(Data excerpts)
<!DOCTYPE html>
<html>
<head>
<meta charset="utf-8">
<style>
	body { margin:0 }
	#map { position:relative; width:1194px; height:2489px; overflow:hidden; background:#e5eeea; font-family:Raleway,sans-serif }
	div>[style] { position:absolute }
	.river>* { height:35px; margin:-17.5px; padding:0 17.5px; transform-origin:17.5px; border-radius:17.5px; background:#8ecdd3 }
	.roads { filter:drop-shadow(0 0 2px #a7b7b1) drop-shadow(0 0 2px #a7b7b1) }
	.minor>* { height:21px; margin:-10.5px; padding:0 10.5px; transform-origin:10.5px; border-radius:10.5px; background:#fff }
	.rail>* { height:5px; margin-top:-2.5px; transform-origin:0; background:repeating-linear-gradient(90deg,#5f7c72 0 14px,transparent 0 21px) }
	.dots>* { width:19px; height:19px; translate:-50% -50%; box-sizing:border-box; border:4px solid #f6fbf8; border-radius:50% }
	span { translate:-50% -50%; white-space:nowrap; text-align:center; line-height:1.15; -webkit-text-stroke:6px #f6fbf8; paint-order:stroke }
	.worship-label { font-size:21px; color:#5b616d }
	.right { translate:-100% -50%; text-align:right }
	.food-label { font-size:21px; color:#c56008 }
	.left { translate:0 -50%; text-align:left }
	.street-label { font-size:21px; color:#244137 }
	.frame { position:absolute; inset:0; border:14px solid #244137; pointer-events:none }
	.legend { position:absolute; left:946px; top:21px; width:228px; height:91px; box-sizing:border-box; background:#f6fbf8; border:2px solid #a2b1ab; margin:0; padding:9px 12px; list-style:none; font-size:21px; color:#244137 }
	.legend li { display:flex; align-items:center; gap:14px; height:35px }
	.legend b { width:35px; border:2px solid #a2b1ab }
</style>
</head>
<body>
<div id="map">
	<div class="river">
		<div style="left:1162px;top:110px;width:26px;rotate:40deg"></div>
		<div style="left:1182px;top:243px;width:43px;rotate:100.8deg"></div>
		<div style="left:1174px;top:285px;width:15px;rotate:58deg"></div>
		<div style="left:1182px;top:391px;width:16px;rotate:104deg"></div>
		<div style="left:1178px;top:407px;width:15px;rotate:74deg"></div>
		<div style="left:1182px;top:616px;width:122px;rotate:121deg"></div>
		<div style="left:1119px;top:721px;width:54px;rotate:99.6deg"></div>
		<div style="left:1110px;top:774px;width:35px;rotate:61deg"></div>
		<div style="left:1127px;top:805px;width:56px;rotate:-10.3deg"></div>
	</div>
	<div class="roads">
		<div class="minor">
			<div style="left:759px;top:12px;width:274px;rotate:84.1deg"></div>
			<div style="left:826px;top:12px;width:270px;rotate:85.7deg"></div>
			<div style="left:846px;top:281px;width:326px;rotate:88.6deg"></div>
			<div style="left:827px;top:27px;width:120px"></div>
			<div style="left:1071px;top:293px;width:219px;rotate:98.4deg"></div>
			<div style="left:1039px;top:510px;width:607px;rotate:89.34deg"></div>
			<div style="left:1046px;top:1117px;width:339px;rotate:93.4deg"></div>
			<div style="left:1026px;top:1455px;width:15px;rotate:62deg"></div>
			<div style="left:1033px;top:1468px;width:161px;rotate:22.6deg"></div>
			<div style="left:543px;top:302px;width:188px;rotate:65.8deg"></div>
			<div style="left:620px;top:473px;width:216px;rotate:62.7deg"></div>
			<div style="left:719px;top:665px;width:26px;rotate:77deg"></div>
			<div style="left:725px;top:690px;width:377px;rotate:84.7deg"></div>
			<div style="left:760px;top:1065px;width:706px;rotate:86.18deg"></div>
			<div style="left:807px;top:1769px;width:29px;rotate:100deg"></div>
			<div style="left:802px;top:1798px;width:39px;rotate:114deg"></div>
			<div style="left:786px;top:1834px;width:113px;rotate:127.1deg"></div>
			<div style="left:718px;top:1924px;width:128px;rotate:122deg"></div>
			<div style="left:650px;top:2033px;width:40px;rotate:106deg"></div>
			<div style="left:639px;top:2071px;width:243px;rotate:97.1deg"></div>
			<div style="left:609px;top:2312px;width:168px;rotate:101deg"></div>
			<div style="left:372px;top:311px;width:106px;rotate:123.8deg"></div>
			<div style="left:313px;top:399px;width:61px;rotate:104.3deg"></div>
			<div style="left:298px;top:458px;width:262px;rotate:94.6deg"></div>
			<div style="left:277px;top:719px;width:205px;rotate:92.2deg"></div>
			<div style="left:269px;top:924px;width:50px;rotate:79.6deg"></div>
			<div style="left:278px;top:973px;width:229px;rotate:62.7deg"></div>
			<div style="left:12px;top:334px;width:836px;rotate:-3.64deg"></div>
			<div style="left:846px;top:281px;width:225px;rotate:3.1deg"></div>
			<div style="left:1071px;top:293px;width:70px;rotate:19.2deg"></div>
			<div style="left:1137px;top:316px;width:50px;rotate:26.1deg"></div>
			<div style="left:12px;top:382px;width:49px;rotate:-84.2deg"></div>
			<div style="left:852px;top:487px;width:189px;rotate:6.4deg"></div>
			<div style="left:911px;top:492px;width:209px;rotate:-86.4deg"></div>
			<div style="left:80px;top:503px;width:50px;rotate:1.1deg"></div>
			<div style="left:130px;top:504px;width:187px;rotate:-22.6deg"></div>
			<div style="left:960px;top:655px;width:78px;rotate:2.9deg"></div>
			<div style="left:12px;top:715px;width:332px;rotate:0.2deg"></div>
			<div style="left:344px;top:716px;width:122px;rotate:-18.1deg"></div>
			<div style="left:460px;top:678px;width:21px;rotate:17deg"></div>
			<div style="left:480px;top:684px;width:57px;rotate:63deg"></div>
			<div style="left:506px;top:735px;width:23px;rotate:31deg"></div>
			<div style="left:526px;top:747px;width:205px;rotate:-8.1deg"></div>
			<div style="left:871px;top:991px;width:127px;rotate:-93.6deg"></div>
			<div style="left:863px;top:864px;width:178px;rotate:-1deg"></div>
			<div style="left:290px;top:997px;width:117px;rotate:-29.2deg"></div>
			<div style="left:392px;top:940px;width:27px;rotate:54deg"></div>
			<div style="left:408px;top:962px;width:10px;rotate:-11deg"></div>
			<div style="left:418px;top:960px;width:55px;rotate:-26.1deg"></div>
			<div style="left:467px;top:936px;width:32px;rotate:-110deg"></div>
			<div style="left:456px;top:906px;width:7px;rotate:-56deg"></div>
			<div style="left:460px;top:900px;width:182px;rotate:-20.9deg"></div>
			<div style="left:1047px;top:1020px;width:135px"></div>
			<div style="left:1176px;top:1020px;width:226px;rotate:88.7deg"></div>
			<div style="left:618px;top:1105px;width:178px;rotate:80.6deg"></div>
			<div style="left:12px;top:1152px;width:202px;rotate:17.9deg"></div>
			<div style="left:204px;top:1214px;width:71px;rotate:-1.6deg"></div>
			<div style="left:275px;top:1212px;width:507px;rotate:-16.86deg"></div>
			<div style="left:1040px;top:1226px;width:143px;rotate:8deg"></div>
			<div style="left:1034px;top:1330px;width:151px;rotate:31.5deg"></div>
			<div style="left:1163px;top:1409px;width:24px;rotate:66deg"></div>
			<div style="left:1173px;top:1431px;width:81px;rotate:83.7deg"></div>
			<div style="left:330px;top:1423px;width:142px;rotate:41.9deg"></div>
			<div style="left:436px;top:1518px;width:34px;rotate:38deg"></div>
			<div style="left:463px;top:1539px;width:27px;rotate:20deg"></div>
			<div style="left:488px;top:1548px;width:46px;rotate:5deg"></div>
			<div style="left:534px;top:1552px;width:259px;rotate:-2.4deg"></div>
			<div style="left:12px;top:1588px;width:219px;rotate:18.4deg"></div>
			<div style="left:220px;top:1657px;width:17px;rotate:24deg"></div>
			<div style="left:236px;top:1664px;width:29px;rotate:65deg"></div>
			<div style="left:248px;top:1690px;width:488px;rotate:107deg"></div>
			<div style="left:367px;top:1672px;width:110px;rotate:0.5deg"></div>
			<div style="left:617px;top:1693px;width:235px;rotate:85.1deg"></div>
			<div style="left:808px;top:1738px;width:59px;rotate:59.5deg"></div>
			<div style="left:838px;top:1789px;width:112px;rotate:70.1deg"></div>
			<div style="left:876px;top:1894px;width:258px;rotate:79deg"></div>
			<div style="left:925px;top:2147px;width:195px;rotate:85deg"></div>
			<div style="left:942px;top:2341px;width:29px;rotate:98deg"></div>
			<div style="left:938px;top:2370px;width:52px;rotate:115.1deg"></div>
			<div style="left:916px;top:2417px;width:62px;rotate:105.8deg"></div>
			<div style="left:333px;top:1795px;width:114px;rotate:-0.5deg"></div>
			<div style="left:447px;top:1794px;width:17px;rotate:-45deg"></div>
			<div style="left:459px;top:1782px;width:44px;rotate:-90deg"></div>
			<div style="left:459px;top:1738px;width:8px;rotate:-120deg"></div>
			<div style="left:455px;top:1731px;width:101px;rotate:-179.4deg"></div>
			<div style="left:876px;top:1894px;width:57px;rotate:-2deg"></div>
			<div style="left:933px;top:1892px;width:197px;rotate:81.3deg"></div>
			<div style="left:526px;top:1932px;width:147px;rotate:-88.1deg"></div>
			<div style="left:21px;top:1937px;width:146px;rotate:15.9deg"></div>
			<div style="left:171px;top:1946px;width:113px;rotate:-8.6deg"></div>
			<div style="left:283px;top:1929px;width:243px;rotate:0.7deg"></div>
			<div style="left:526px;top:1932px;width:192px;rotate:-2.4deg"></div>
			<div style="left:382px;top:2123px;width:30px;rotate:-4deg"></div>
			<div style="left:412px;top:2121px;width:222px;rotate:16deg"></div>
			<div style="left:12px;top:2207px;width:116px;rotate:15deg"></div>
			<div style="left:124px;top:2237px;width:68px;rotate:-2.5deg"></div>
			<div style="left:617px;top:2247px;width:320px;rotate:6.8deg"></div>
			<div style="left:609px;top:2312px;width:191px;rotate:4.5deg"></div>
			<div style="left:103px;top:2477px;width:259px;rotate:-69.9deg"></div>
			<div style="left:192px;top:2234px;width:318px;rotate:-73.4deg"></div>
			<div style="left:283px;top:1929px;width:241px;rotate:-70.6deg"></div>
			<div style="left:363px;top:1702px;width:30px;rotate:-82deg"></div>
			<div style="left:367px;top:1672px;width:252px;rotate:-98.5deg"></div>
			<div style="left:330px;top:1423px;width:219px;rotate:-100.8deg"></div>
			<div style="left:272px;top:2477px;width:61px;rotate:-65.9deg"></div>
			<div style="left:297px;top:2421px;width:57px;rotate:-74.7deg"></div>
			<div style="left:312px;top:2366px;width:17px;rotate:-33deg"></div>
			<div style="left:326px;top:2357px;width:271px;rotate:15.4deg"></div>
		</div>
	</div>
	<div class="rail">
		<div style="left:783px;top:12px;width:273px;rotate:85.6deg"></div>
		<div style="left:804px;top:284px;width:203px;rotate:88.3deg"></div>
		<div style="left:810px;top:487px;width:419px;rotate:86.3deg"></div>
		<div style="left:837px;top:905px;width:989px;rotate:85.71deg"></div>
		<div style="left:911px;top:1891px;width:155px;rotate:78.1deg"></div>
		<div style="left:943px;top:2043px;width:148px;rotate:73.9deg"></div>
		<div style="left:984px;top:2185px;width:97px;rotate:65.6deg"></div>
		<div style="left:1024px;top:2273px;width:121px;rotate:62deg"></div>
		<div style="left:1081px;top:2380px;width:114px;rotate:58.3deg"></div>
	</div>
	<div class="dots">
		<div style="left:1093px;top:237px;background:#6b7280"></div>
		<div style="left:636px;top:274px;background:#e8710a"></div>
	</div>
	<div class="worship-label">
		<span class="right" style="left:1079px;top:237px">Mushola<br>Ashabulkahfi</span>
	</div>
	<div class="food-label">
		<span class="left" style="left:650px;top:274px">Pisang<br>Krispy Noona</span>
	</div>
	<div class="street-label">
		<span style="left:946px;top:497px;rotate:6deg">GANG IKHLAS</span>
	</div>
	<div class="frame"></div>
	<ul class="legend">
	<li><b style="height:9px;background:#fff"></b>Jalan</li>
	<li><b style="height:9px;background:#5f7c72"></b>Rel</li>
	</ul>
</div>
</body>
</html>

Task prompt | What lines of the data include the word "center"? Copy each of them.

Reply to the task |
	span { translate:-50% -50%; white-space:nowrap; text-align:center; line-height:1.15; -webkit-text-stroke:6px #f6fbf8; paint-order:stroke }
	.legend li { display:flex; align-items:center; gap:14px; height:35px }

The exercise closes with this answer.